┌─ Dataset content
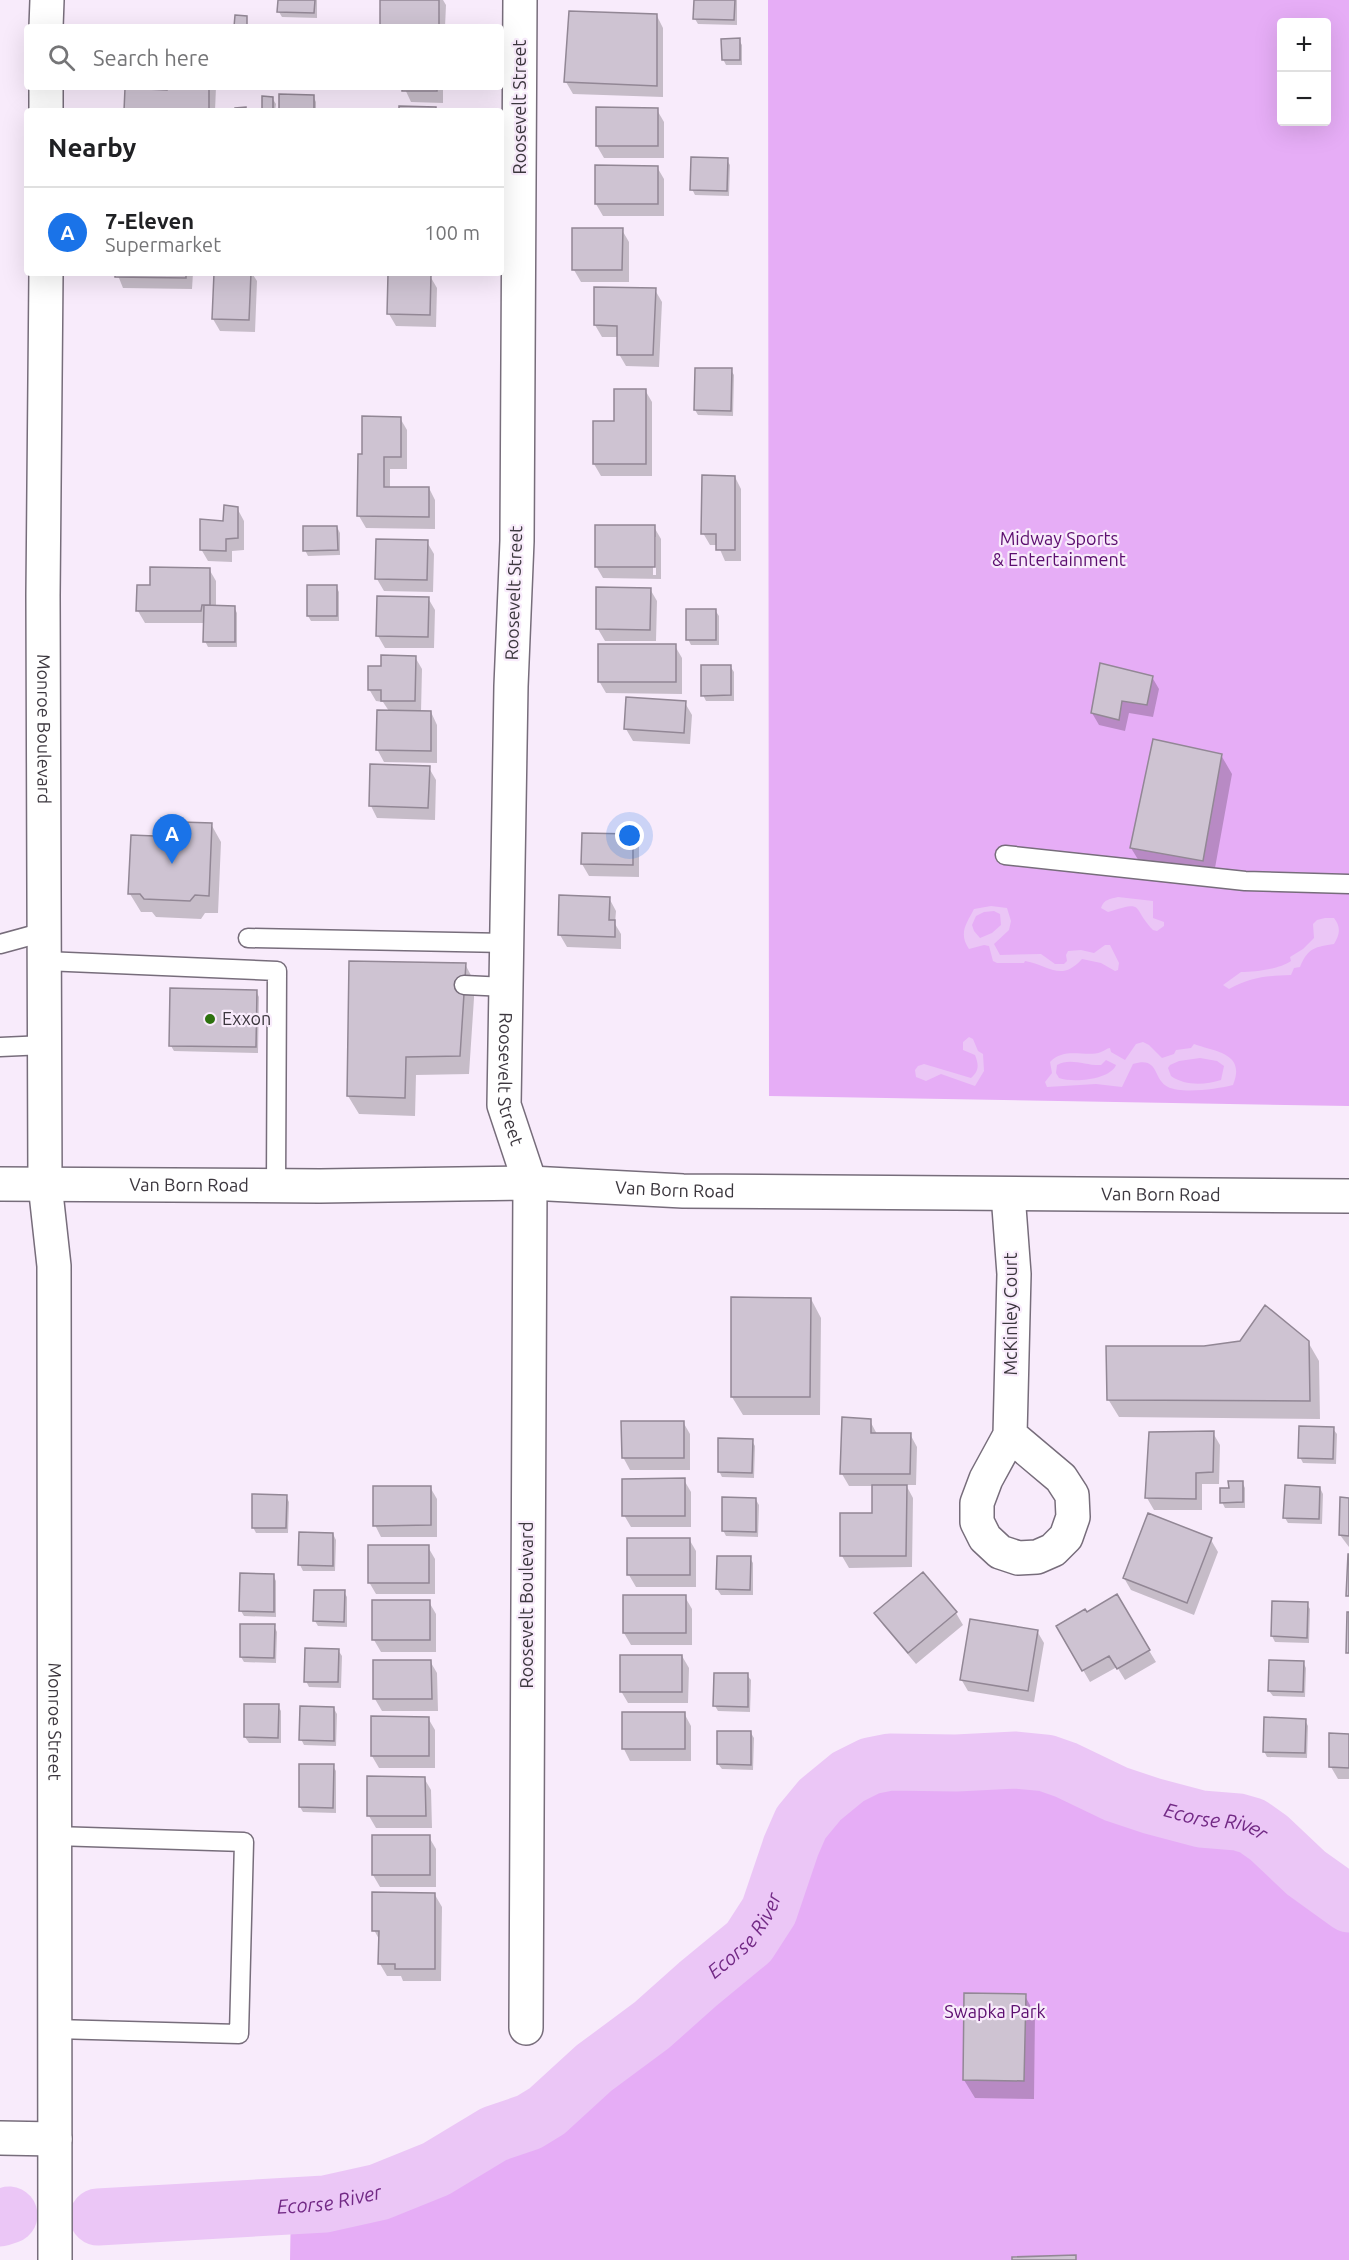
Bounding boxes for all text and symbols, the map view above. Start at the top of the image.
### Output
map controls [1277,18,1331,126]
button: + [1277,18,1331,72]
search box [24,24,504,90]
street label: Roosevelt Street [509,40,529,174]
icon: search [45,41,78,74]
text: Search here [93,45,209,70]
button: − [1277,72,1331,126]
text: Nearby [48,133,136,162]
text: 7-Eleven [105,208,194,233]
text: A [60,221,75,244]
text: 100 m [424,221,480,244]
text: Supermarket [105,233,221,256]
street label: Roosevelt Street [501,525,525,661]
park label: Midway Sports & Entertainment [992,528,1126,569]
street label: Monroe Boulevard [34,654,55,804]
pin: A [152,814,192,864]
your location [615,821,644,850]
place label: Exxon [222,1008,271,1028]
marker: Exxon [203,1012,217,1026]
street label: Roosevelt Street [495,1012,528,1148]
street label: Van Born Road [129,1174,249,1195]
street label: Van Born Road [615,1176,735,1200]
street label: Van Born Road [1101,1183,1221,1204]
street label: McKinley Court [1000,1252,1020,1376]
street label: Roosevelt Boulevard [516,1522,536,1688]
street label: Monroe Street [45,1662,66,1781]
water label: Ecorse River [1162,1798,1274,1845]
water label: Ecorse River [702,1888,786,1983]
park label: Swapka Park [944,2001,1046,2021]
water label: Ecorse River [276,2180,385,2218]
└─
### [Your objective]
Drop the pictures and give every line above again exactly.

### [Answer to this task]
Bounding boxes for all text and symbols, the map view above. Start at the top of the image.
### Output
map controls [1277,18,1331,126]
button: + [1277,18,1331,72]
search box [24,24,504,90]
street label: Roosevelt Street [509,40,529,174]
icon: search [45,41,78,74]
text: Search here [93,45,209,70]
button: − [1277,72,1331,126]
text: Nearby [48,133,136,162]
text: 7-Eleven [105,208,194,233]
text: A [60,221,75,244]
text: 100 m [424,221,480,244]
text: Supermarket [105,233,221,256]
street label: Roosevelt Street [501,525,525,661]
park label: Midway Sports & Entertainment [992,528,1126,569]
street label: Monroe Boulevard [34,654,55,804]
pin: A [152,814,192,864]
your location [615,821,644,850]
place label: Exxon [222,1008,271,1028]
marker: Exxon [203,1012,217,1026]
street label: Roosevelt Street [495,1012,528,1148]
street label: Van Born Road [129,1174,249,1195]
street label: Van Born Road [615,1176,735,1200]
street label: Van Born Road [1101,1183,1221,1204]
street label: McKinley Court [1000,1252,1020,1376]
street label: Roosevelt Boulevard [516,1522,536,1688]
street label: Monroe Street [45,1662,66,1781]
water label: Ecorse River [1162,1798,1274,1845]
water label: Ecorse River [702,1888,786,1983]
park label: Swapka Park [944,2001,1046,2021]
water label: Ecorse River [276,2180,385,2218]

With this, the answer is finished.